Dans l'extrait qui nous concerne, le tueur a été vaincu par sa victime, et on commence sur un plan large sur un espace vert qu'occupent plusieurs voitures de police. Manifestement, c'est une scène de crime. La caméra panote doucement sur Anna (Asia Argento), qui se regarde dans un petit miroir ovale : elle examine la cicatrice au visage que lui a laissé le monstre. Cela disparaitra avec le temps lui dit une femme à ses cotés. C'est fini, à présent...
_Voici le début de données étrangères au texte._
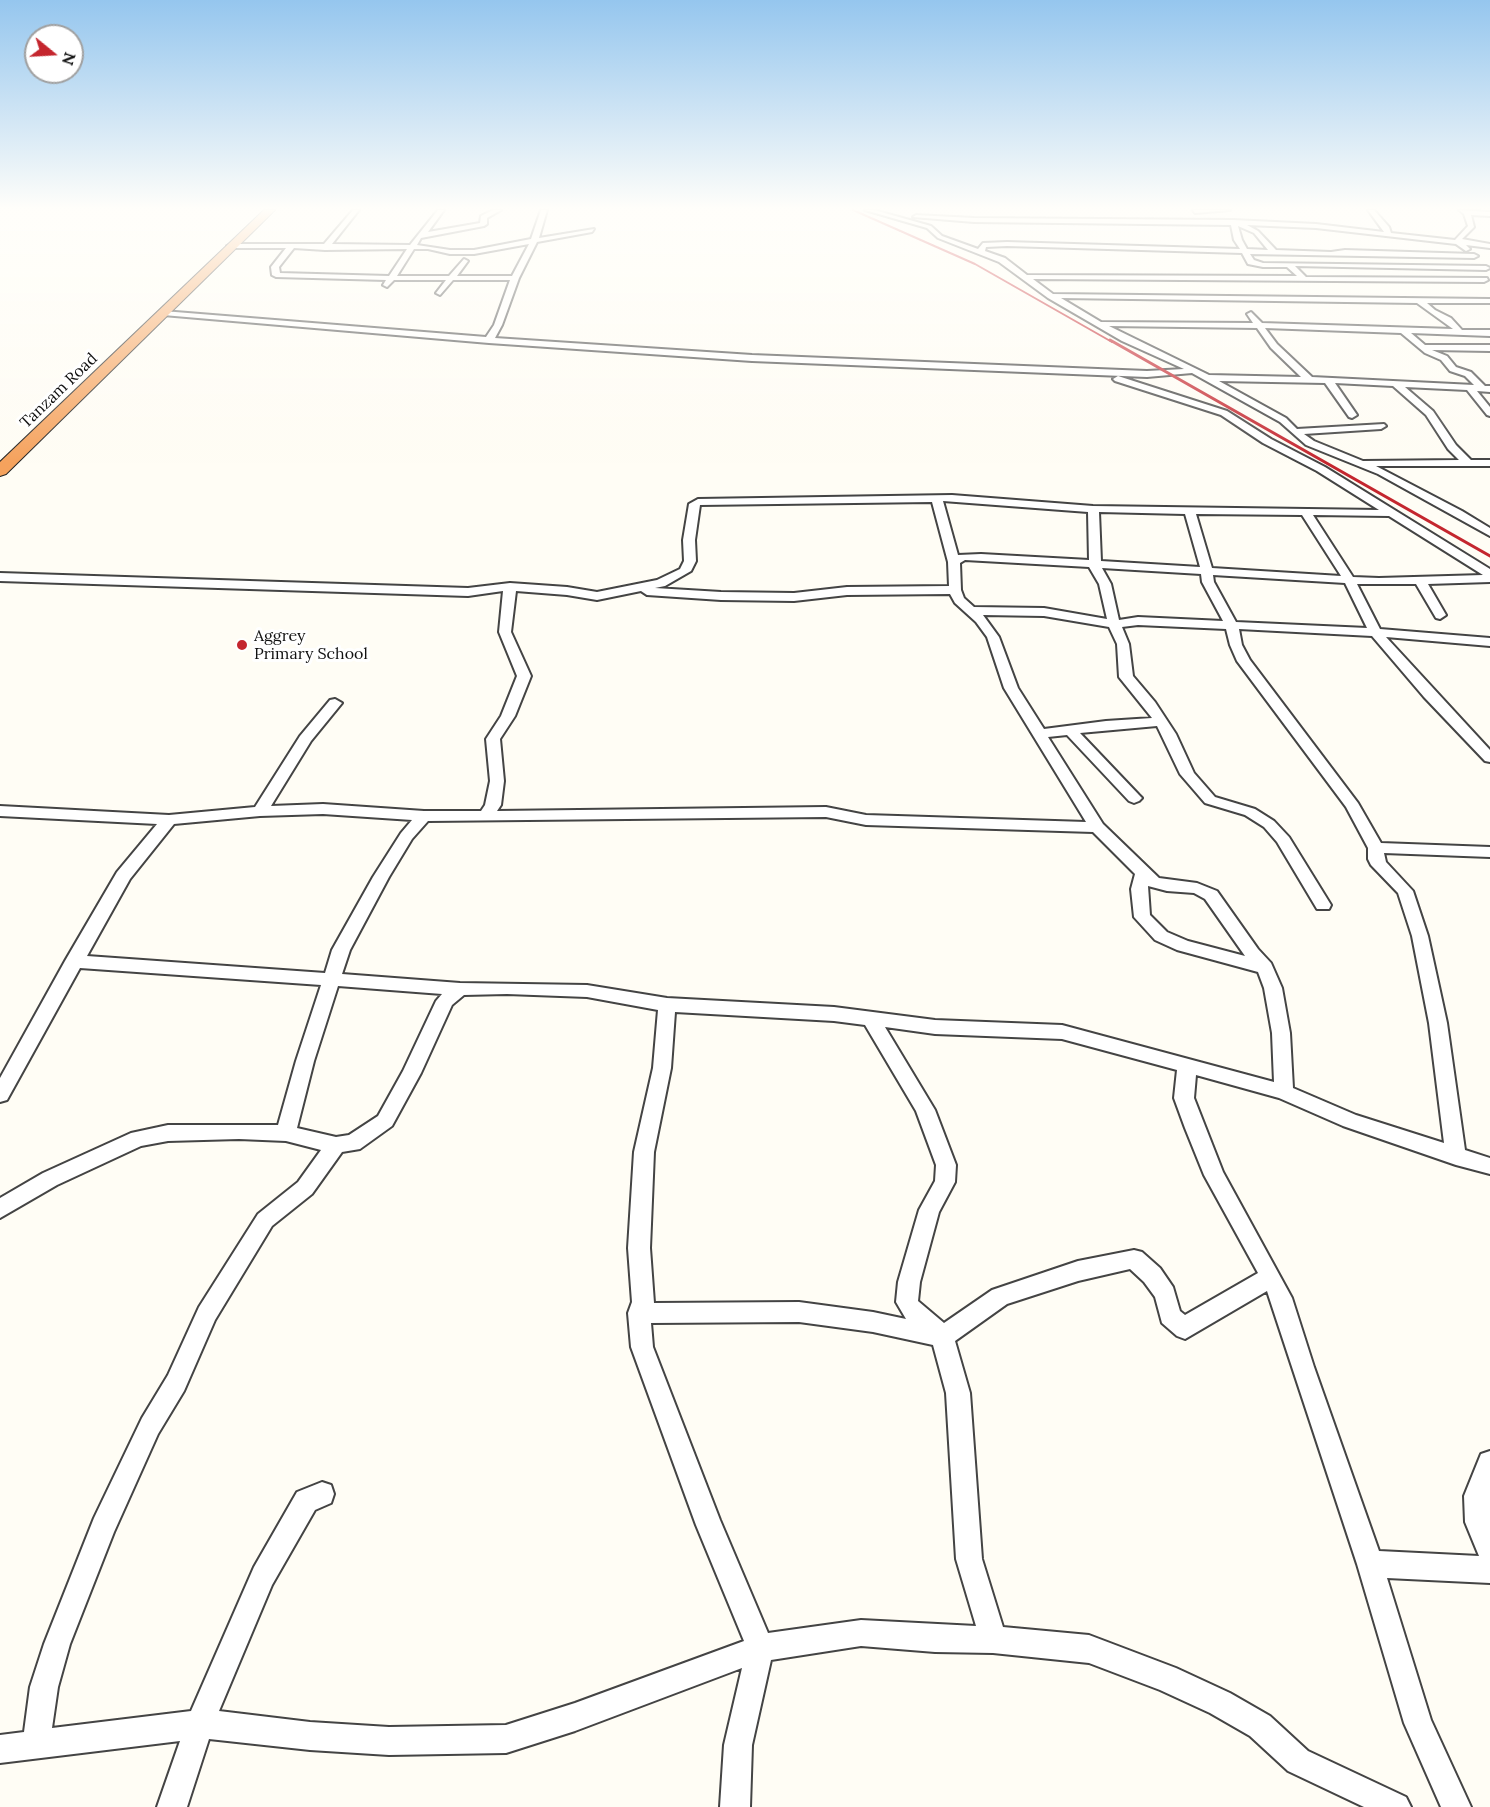 <!DOCTYPE html>
<html>
<head>
<meta charset="utf-8">
<style>
  body { margin:0 }
  #map { position:relative; width:1490px; height:1807px; overflow:hidden; background:#fffdf5; font-family:Lora,serif }
  canvas { display:block }
  .north { position:absolute; left:24px; top:24px; width:60px; height:60px; box-sizing:border-box; background:#fff; border:2px solid #a0a0a0; border-radius:50%; rotate:108deg; font-size:16px; font-weight:700; line-height:24px; text-align:center; color:#111 }
  .north::after { content:''; display:block; margin:auto; width:21px; height:27px; background:#c4262e; clip-path:polygon(50% 0,100% 100%,50% 72%,0 100%) }
</style>
</head>
<body>
<div id="map">
<canvas width="1490" height="1807"></canvas>
<div class="north">N</div>
</div>
<script>
const g = document.querySelector('canvas').getContext('2d');
g.lineJoin = 'round';
function toPath(rows) {
  const path = new Path2D();
  for (const r of rows) {
    path.moveTo(r[0], r[1]);
    for (let i = 2; i < r.length; i += 2) path.lineTo(r[i], r[i + 1]);
  }
  return path;
}
function strokePath(path, color, width, dash) {
  g.strokeStyle = color;
  g.lineWidth = width;
  g.lineCap = dash ? 'butt' : 'round';
  g.setLineDash(dash || []);
  g.stroke(path);
}
function fillPath(path, color) {
  g.fillStyle = color;
  g.fill(path, 'evenodd');
}
function write(font, color, halo, rows, align = 'center') {
  g.font = font + ' Lora,serif';
  g.lineWidth = 6;
  g.setLineDash([]);
  g.textBaseline = 'middle';
  g.strokeStyle = halo;
  g.fillStyle = color;
  for (const [text, x, y, turn = 0] of rows) {
    g.save();
    g.translate(x, y);
    g.rotate((+turn || 0) * Math.PI / 180);
    g.textAlign = isNaN(turn) ? turn : align;
    if (halo) g.strokeText(text, 0, 0);
    g.fillText(text, 0, 0);
    g.restore();
  }
}
const minor = toPath([
  [353,210,359,210,332,244,410,245,438,210,444,210,428,232,480,223,481,216,493,210,501,210,487,218,487,224,484,226,421,238,417,245,450,250,474,250,531,239,541,210,547,210,539,238,594,229,592,232,537,242,519,278,502,325,495,338,752,355,1147,371,1184,369,1122,341,1048,298,999,262,938,238,927,228,865,210,874,210,931,226,942,236,978,249,983,243,1007,242,1240,249,1234,240,1231,225,974,222,913,217,916,215,974,218,1234,220,1316,224,1384,232,1368,210,1374,210,1389,227,1391,233,1455,240,1468,226,1464,214,1459,210,1490,212,1490,216,1471,215,1474,227,1462,239,1490,244,1490,248,1466,245,1470,249,1466,251,1456,244,1316,228,1247,225,1258,231,1276,250,1331,252,1345,250,1474,254,1478,256,1474,258,1250,254,1254,260,1263,263,1486,266,1490,268,1486,270,1295,266,1306,277,1487,278,1488,280,1484,282,1033,279,1053,294,1490,299,1490,303,1427,303,1435,310,1451,318,1462,330,1490,330,1490,336,1411,333,1425,345,1490,345,1490,351,1432,350,1447,356,1456,367,1471,372,1485,386,1490,386,1490,392,1477,391,1490,407,1490,416,1487,415,1467,390,1405,387,1433,411,1456,445,1471,460,1490,460,1490,466,1376,466,1462,511,1490,528,1490,536,1378,474,1306,445,1280,422,1192,373,1147,377,752,361,489,343,163,315,159,313,163,311,486,337,494,325,510,280,453,280,440,295,436,293,446,280,394,280,387,287,383,285,386,280,276,277,272,275,271,267,286,248,231,248,227,246,231,244,324,244,353,210],
  [1238,226,1254,233,1268,250,1247,249,1242,240,1238,226],
  [529,244,512,276,457,276,468,261,464,259,449,276,397,276,414,249,428,249,450,254,474,254,529,244],
  [1007,246,1242,253,1248,264,1263,267,1287,267,1297,276,1027,275,1005,258,985,251,986,247,1007,246],
  [294,248,325,250,407,249,389,276,280,273,279,267,294,248],
  [1061,298,1417,303,1453,329,1262,323,1251,312,1247,314,1253,323,1101,322,1061,298],
  [1109,326,1257,328,1271,348,1301,377,1209,375,1109,326],
  [1265,328,1401,333,1425,353,1441,360,1450,371,1465,376,1474,385,1312,377,1277,344,1265,328],
  [1219,381,1325,383,1349,417,1352,418,1357,415,1335,383,1393,386,1426,415,1448,449,1459,460,1363,461,1314,441,1304,434,1381,429,1386,426,1384,424,1297,429,1286,418,1219,381],
  [1193,210,1230,210,1195,213,1193,210],
  [1118,376,1227,411,1271,439,1325,467,1490,569,1490,582,1428,584,1446,615,1440,619,1436,618,1416,584,1357,584,1380,629,1490,638,1490,646,1386,637,1490,750,1490,762,1485,761,1424,697,1372,636,1239,629,1242,645,1250,660,1358,803,1381,843,1490,847,1490,857,1384,853,1386,862,1413,891,1428,936,1447,1023,1465,1150,1490,1158,1490,1174,1456,1165,1343,1126,1279,1098,1196,1075,1194,1098,1223,1172,1292,1298,1314,1367,1379,1551,1479,1556,1465,1522,1464,1496,1481,1454,1490,1451,1490,1583,1387,1578,1431,1720,1471,1807,1441,1807,1404,1723,1357,1564,1267,1291,1185,1339,1177,1336,1162,1323,1155,1297,1144,1282,1130,1269,1078,1281,1007,1304,955,1341,970,1393,982,1559,1003,1627,1089,1635,1176,1668,1230,1693,1270,1716,1308,1751,1406,1797,1411,1807,1364,1807,1288,1771,1250,1736,1210,1713,1160,1690,1089,1663,993,1653,935,1652,861,1646,771,1660,752,1745,750,1807,720,1807,724,1745,742,1668,575,1731,506,1753,389,1755,310,1750,209,1739,187,1807,157,1807,180,1741,0,1763,0,1735,24,1732,30,1687,44,1644,94,1518,142,1418,168,1375,199,1307,258,1214,298,1182,321,1150,286,1141,239,1139,168,1141,141,1146,57,1185,0,1218,0,1198,43,1173,131,1133,168,1125,278,1125,296,1061,321,985,80,968,7,1100,0,1102,0,1078,65,961,117,872,157,824,0,816,0,806,169,815,255,807,300,736,330,700,335,699,342,703,311,741,271,806,323,804,424,811,481,811,485,805,490,781,486,739,501,716,517,676,499,632,503,591,468,596,0,581,0,573,468,588,510,583,567,587,597,592,657,580,680,569,684,561,683,540,689,504,698,499,952,495,1093,506,1379,510,1317,471,1263,443,1221,415,1115,381,1113,379,1118,376],
  [943,501,1088,512,1089,560,981,554,958,555,943,501],
  [932,502,948,562,949,586,847,587,794,593,721,592,655,588,665,586,691,571,696,561,695,540,700,505,932,502],
  [1099,512,1185,514,1200,567,1101,561,1099,512],
  [1196,514,1302,515,1341,576,1212,568,1196,514],
  [1313,515,1389,516,1483,575,1379,578,1353,577,1313,515],
  [965,560,1089,567,1099,584,1107,619,1044,608,974,607,964,598,961,590,960,563,965,560],
  [1102,568,1201,574,1202,582,1223,621,1138,617,1119,620,1111,584,1102,568],
  [1213,575,1345,583,1367,628,1236,622,1214,582,1213,575],
  [516,591,567,595,597,600,641,591,647,595,721,600,794,601,847,595,950,594,955,603,976,622,987,637,1004,688,1086,822,866,815,826,807,497,811,501,805,504,781,500,739,515,716,531,676,511,632,516,591],
  [983,615,1044,616,1109,627,1117,644,1119,677,1152,718,1106,721,1044,729,1018,688,999,637,983,615],
  [1138,625,1226,629,1230,645,1237,661,1346,807,1368,848,1368,859,1371,865,1398,893,1412,936,1429,1023,1444,1143,1356,1115,1293,1088,1290,1033,1282,988,1271,963,1258,949,1217,891,1197,883,1159,878,1103,824,1048,737,1067,735,1129,801,1134,803,1139,801,1142,798,1139,795,1080,733,1157,726,1180,774,1205,803,1245,815,1264,827,1277,842,1317,909,1329,909,1331,905,1289,837,1274,821,1255,809,1215,797,1194,773,1176,734,1155,702,1133,676,1129,644,1122,627,1138,625],
  [323,814,412,820,401,833,373,877,332,950,325,973,87,956,130,879,174,824,260,816,323,814],
  [826,817,866,825,1093,832,1135,874,1131,889,1134,917,1155,940,1177,950,1258,972,1264,988,1272,1033,1274,1082,1062,1025,935,1020,834,1007,667,998,587,985,460,983,342,974,350,950,389,877,412,839,428,821,826,817],
  [1148,886,1167,891,1194,893,1205,899,1245,956,1188,941,1167,932,1150,915,1148,886],
  [338,986,442,994,436,1001,403,1071,378,1116,349,1135,336,1137,297,1128,314,1061,338,986],
  [507,994,587,997,658,1010,653,1068,634,1152,628,1248,632,1302,628,1313,631,1347,696,1525,744,1641,575,1703,506,1725,389,1727,310,1722,219,1711,272,1585,315,1510,331,1503,334,1494,331,1485,322,1482,297,1492,254,1567,191,1711,52,1728,58,1687,70,1644,114,1532,158,1434,184,1391,215,1320,272,1226,312,1194,342,1152,360,1149,392,1126,421,1073,452,1005,464,995,507,994],
  [675,1012,834,1021,865,1025,916,1111,936,1165,935,1181,919,1210,898,1282,896,1302,906,1319,873,1312,799,1302,654,1303,650,1248,654,1152,671,1068,675,1012],
  [885,1027,935,1034,1062,1039,1177,1070,1174,1098,1185,1128,1204,1175,1258,1273,1185,1315,1180,1311,1173,1287,1160,1268,1142,1252,1134,1250,1078,1261,992,1290,944,1323,918,1301,920,1282,939,1212,955,1182,956,1165,935,1110,885,1027],
  [799,1322,873,1332,933,1345,946,1393,956,1559,976,1626,861,1620,768,1633,720,1520,653,1347,651,1323,799,1322]
]);
const highway = toPath([
  [264,210,275,210,6,474,0,476,0,462,264,210]
]);
const railFar1 = toPath([
  [853,210,975,264,1112,342]
]);
const rail = toPath([
  [1110,340,1490,556]
]);
const markers = [
  [242,645,6,"#c4262e"]
];
const farStreetnames = [
  ["Tanzam Road",59,391,-44]
];
const farPoinames = [
  ["Aggrey",254,636],
  ["Primary School",254,654]
];
strokePath(minor, '#444', 4);
strokePath(highway, '#222', 2);
fillPath(minor, '#fff');
fillPath(highway, '#f5a25d');
strokePath(railFar1, '#c4262e', 2);
strokePath(rail, '#c4262e', 3);
const sky = g.createLinearGradient(0, 0, 0, 463);
sky.addColorStop(0, '#95c6ee');
sky.addColorStop(0.45, '#fffefa');
sky.addColorStop(1, '#fffefa00');
g.fillStyle = sky;
g.fillRect(0, 0, 1490, 463);
for (const [x, y, r, color] of markers) {
  const dot = new Path2D();
  dot.arc(x, y, r, 0, 2 * Math.PI);
  g.fillStyle = color;
  g.fill(dot);
  strokePath(dot, '#fff', 2);
}
write('16px', '#111', '#fff', farStreetnames);
write('16px', '#111', '#fff', farPoinames, 'left');
</script>
</body>
</html>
On retrouve alors l'inspecteur de police, dans l'antre du tueur (aux murs garnis d'énormes graffitis), entouré de son équipe, tandis que la police scientifique s'affaire en arrière plan. Suivi d'un travelling avant, puis d'un travelling arrière, les deux de gauche à droite, puis, enfin, d'un dernier travelling de droite à gauche... Même sans les dialogues, la mise en scène nous indique que la police fait du sur-place (c'est pratiquement une faute de grammaire de passer d'un travelling gauche-droite à un travelling droite-gauche pour les mêmes personnages). Les dialogues nous l'expliquent bien : le corps du tueur disparu dans la rivière est introuvable : le fleuve se séparant en d'innombrables canaux, trouver celui dans lequel il est tombé relève de l'impossible.
Retour sur Anna, à présent à l'hopital. Elle parle à sa famille, ainsi qu'à l'inspecteur : "je sais qu'il est toujours vivant, qu'il me surveille." Et en effet, pendant toute cette brève séquence, un lion en pierre, à la fenêtre, semble regarder Anna. Mais l'inspecteur réitère que le criminel est mort : blessé par balle, poignardé, et noyé, il ne peut pas avoir survécu.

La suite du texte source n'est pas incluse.